*** MATERIAL PROVIDED Section Begins ***

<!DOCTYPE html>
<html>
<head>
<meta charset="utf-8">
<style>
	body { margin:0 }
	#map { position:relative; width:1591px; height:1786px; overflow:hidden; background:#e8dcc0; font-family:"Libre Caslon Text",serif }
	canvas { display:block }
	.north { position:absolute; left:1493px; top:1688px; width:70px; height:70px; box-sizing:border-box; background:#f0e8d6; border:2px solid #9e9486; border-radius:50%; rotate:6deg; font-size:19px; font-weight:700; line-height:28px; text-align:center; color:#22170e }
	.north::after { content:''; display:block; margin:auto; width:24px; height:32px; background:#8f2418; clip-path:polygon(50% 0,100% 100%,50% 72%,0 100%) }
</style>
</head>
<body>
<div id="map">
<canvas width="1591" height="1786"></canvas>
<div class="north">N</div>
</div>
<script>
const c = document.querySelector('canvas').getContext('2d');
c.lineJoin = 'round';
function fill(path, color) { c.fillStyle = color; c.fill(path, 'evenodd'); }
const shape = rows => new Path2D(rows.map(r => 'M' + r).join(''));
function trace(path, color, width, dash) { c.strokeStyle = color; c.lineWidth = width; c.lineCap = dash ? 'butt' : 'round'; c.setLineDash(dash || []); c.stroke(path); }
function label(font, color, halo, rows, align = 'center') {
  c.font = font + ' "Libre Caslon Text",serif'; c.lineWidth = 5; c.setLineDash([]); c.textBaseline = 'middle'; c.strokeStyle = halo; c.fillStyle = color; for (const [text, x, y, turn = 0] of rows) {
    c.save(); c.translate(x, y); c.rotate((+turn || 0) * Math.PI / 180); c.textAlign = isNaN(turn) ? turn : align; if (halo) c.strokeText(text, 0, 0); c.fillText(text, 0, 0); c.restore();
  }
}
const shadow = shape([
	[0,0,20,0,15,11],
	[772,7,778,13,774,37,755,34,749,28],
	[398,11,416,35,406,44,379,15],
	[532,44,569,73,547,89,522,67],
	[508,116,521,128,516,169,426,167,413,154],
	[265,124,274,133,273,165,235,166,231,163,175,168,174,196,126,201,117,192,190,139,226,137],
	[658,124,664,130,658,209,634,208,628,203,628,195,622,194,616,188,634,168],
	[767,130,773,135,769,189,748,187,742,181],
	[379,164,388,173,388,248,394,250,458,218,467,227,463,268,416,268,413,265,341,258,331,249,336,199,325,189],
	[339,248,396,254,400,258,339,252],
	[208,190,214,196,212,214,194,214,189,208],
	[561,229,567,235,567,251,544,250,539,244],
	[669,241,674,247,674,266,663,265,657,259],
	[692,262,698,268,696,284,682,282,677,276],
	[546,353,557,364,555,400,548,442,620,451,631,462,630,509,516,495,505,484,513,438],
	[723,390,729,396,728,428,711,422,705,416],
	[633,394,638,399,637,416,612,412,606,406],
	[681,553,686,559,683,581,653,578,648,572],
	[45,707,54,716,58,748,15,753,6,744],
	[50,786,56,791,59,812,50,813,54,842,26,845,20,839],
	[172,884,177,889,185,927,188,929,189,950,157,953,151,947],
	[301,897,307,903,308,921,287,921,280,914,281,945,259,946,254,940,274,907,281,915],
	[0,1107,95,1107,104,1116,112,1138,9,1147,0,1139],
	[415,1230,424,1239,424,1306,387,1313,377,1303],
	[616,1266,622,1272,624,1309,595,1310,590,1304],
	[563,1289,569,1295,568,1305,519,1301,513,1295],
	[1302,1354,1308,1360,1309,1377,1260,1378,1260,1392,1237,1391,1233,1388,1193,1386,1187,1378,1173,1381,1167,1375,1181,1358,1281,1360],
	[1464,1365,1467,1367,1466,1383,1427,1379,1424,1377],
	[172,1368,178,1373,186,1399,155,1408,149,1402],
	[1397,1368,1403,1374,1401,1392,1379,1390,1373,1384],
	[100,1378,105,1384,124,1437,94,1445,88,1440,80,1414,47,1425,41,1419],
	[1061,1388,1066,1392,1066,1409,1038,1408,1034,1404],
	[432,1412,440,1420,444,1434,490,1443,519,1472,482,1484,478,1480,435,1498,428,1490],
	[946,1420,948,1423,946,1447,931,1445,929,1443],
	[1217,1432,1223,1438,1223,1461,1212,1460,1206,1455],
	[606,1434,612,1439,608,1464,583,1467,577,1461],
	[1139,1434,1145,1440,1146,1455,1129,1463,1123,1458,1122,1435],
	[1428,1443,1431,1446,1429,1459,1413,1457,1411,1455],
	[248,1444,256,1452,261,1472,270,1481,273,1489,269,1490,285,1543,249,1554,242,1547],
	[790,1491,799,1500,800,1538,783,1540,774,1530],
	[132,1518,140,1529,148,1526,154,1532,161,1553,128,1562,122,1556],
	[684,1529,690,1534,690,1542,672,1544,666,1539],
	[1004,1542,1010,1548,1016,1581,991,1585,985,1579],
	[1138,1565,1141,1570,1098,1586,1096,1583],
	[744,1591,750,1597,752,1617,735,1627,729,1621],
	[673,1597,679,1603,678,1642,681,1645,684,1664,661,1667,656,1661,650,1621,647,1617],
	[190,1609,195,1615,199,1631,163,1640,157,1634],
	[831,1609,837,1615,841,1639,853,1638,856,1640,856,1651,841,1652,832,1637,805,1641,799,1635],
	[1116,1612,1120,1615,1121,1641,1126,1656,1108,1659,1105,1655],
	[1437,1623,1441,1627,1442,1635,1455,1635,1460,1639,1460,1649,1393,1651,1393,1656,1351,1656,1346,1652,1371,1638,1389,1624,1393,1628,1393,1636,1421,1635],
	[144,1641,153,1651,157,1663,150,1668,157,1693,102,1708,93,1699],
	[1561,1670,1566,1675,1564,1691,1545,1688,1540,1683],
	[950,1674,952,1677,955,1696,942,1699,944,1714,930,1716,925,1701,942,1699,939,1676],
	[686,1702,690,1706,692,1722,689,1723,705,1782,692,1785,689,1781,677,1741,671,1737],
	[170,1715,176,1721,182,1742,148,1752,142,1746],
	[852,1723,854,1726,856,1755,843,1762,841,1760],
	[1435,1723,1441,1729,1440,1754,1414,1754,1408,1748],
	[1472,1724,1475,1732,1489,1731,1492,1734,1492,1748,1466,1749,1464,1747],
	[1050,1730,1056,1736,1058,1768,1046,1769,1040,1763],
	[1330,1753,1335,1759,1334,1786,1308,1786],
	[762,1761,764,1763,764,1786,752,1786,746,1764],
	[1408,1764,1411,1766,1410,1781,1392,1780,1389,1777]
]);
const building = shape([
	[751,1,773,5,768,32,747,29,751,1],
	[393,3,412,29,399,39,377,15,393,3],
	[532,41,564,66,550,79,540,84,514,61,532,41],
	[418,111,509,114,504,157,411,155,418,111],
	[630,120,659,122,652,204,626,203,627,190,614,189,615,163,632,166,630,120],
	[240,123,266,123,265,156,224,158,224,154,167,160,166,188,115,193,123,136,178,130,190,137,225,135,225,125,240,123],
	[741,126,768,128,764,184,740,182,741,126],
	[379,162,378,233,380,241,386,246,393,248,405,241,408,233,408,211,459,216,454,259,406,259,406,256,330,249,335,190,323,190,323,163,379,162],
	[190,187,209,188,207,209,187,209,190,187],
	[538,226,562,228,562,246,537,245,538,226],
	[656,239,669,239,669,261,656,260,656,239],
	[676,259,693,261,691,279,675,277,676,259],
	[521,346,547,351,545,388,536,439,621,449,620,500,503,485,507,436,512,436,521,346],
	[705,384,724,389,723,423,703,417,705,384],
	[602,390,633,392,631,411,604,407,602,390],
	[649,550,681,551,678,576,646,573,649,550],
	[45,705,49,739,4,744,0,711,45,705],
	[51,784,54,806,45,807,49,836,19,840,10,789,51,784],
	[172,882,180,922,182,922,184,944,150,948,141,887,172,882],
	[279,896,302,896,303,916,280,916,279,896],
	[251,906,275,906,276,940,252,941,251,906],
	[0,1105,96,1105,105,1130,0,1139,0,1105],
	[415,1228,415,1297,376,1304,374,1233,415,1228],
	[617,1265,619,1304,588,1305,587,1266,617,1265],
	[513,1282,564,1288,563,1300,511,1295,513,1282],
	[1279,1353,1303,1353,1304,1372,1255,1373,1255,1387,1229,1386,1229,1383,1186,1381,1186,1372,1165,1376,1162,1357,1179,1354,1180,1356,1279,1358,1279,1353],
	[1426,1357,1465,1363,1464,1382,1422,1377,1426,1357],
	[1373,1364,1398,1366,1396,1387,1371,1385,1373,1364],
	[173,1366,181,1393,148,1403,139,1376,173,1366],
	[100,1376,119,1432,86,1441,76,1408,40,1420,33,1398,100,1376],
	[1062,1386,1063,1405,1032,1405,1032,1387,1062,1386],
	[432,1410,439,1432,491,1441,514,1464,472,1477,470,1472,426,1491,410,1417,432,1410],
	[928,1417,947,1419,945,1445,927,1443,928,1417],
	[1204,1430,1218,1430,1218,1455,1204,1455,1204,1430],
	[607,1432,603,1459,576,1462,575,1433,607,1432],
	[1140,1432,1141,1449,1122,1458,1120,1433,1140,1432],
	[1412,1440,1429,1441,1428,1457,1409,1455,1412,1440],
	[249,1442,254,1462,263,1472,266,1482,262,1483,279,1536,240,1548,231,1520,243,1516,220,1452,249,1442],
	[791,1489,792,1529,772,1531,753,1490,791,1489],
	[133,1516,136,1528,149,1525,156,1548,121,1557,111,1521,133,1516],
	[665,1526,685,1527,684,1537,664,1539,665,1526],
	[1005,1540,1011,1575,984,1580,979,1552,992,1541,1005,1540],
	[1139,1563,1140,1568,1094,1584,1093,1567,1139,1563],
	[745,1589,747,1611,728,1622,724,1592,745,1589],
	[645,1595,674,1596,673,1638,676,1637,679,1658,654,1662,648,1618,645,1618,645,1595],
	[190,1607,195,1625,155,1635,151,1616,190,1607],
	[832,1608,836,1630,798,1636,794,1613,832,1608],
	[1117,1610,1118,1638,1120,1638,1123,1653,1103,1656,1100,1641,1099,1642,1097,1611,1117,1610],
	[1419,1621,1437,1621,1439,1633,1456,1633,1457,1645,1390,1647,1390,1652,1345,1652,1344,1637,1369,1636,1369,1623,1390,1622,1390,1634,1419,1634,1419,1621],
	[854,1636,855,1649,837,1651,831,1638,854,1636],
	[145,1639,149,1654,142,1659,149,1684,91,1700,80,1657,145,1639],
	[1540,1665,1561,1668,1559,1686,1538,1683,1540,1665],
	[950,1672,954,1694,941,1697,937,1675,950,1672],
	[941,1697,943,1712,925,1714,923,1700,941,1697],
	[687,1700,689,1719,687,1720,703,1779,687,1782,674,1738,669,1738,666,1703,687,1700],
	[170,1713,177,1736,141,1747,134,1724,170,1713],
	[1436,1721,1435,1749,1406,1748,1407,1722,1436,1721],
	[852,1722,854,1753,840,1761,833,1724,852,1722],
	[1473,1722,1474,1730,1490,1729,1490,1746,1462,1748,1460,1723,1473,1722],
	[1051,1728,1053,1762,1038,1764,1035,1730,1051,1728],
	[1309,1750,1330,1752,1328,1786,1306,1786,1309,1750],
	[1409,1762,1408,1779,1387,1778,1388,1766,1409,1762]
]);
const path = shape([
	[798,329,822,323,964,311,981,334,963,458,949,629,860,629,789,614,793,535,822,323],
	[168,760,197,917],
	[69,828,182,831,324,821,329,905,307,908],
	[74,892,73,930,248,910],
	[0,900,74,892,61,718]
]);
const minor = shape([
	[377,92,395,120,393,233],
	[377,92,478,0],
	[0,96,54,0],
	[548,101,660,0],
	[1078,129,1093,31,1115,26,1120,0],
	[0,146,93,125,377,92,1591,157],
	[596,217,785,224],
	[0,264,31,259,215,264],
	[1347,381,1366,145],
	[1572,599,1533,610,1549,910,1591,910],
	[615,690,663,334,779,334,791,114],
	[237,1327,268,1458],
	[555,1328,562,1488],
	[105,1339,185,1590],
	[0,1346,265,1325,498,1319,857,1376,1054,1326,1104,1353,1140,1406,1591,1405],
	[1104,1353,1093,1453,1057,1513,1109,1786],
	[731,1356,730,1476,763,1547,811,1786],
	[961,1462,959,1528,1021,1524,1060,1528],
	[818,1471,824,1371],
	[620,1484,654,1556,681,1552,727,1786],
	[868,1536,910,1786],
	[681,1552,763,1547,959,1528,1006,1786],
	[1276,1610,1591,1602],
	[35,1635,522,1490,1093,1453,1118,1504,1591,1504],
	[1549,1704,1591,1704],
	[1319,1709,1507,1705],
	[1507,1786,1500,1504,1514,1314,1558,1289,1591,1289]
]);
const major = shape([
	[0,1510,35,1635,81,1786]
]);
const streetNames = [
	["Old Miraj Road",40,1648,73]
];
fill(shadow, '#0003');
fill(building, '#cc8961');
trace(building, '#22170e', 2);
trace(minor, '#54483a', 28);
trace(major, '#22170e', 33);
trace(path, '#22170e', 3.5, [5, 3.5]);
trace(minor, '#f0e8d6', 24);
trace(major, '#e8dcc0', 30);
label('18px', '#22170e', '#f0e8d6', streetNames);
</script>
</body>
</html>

*** MATERIAL PROVIDED Section Ends ***

## PROBLEM DETAILS
Your answer should be one number: the count of lines in the records above that contain "shape".

## ANSWER BELOW
6